For this characteristic, we propose ST-SDRSN. With the SDRSU as a noise processing module, the network’s nonlinear expression is enhanced, and interference caused by noise is effectively reduced. The combination of multi-layer convolution and SDRSUs can adequately capture the spatio-temporal correlation between wind turbines at longer distances. The residual learning strategy can also alleviate the gradient disappearance and degradation problems of deep networks. Furthermore, based on the idea of modeling temporal features for classification, we developed a model for wind speed data that employs the additional time property as well as the daily periodic property independently [27]. Using the Wind Integrated National Dataset (WIND), provided by the National Renewable Energy Laboratory (NREL), we simulate the noise interference of real sensors through the application of artificial noise loading. In this paper, only experiments are conducted with noise-laden wind speed data, as they have the greatest impact on the final prediction results. The noise brought by the sensor includes low-frequency noise, scattered particle noise, high-frequency thermal noise, etc. In addition, mechanical noise can exist due to changes in external environmental factors. As described in [24,28], we use Gaussian noise and Laplace noise. Experimental results indicate that the proposed model is capable of making accurate and robust predictions. Our main contributions are as follows:

(1)

We propose a novel SDRSU for noise-containing wind speed data. The unit is capable of reducing the probability of neuron death, improving the nonlinear representation of the model, and alleviating the influence of noisy data.

(2)

We fuse the wind speed noise reduction module and the spatio-temporal feature extraction module into a deep network. This method can extract useful features from noisy data and reduce the influence of noise on wind speed prediction results. It also extracts the spatio-temporal features of wind speed data more effectively, which leads to more accurate and robust wind speed predictions.

(3)

We design four deep spatio-temporal wind speed prediction models under the same spatio-temporal architecture, namely ST-ResNet, ST-SResNet, ST-DRSN, and ST-SDRSN. To demonstrate the superiority of our proposed model ST-SDRSN, we analyze two independent datasets as well as conduct wind speed prediction experiments under various distributions of noise.

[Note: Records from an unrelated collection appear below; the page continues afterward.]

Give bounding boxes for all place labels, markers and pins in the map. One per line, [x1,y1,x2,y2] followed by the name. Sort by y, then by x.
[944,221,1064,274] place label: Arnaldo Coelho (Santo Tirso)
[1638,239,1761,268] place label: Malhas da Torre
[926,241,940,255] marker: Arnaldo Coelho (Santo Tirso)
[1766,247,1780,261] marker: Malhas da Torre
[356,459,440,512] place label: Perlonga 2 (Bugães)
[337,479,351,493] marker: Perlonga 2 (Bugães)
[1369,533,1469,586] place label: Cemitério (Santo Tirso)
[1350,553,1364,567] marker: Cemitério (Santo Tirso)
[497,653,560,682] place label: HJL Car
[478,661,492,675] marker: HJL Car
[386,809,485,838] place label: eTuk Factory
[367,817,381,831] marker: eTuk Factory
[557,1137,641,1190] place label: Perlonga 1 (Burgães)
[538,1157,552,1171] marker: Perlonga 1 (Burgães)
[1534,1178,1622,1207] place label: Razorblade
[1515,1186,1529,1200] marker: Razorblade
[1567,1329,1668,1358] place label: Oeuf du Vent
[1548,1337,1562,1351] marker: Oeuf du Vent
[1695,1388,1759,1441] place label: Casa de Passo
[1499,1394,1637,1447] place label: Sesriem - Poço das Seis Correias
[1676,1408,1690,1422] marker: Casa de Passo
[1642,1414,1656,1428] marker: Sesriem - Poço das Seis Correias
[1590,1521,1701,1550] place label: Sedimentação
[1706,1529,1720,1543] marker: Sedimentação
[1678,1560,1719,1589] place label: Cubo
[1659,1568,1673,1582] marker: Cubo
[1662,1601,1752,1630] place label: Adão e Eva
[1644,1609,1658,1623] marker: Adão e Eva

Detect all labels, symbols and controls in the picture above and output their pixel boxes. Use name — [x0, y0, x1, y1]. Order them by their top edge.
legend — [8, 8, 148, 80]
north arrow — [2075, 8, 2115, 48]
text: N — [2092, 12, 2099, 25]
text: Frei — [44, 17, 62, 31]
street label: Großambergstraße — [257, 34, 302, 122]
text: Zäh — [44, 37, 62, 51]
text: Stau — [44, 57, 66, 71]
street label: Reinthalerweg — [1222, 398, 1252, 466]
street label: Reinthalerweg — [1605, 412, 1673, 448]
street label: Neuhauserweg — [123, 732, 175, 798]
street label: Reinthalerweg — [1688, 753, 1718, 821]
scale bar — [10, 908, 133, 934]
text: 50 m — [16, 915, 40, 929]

The remainder of the article is organized in the following manner. Section 2 describes the prediction task of this paper. Section 3 describes in detail the components of the proposed model. It includes the noise reduction module, the spatio-temporal feature extraction module, and the feature fusion process. In Section 4, the experimental design, evaluation metrics, and results analysis of different models are presented. The conclusions and some discussions are presented in Section 5.

2. Problem Description

Prediction of wind speed in the spatial and temporal dimensions aims to make the most of the correlation between historical wind speed data and surrounding wind turbines, while taking into account data noise, to predict the future wind speed of a region as accurately as possible.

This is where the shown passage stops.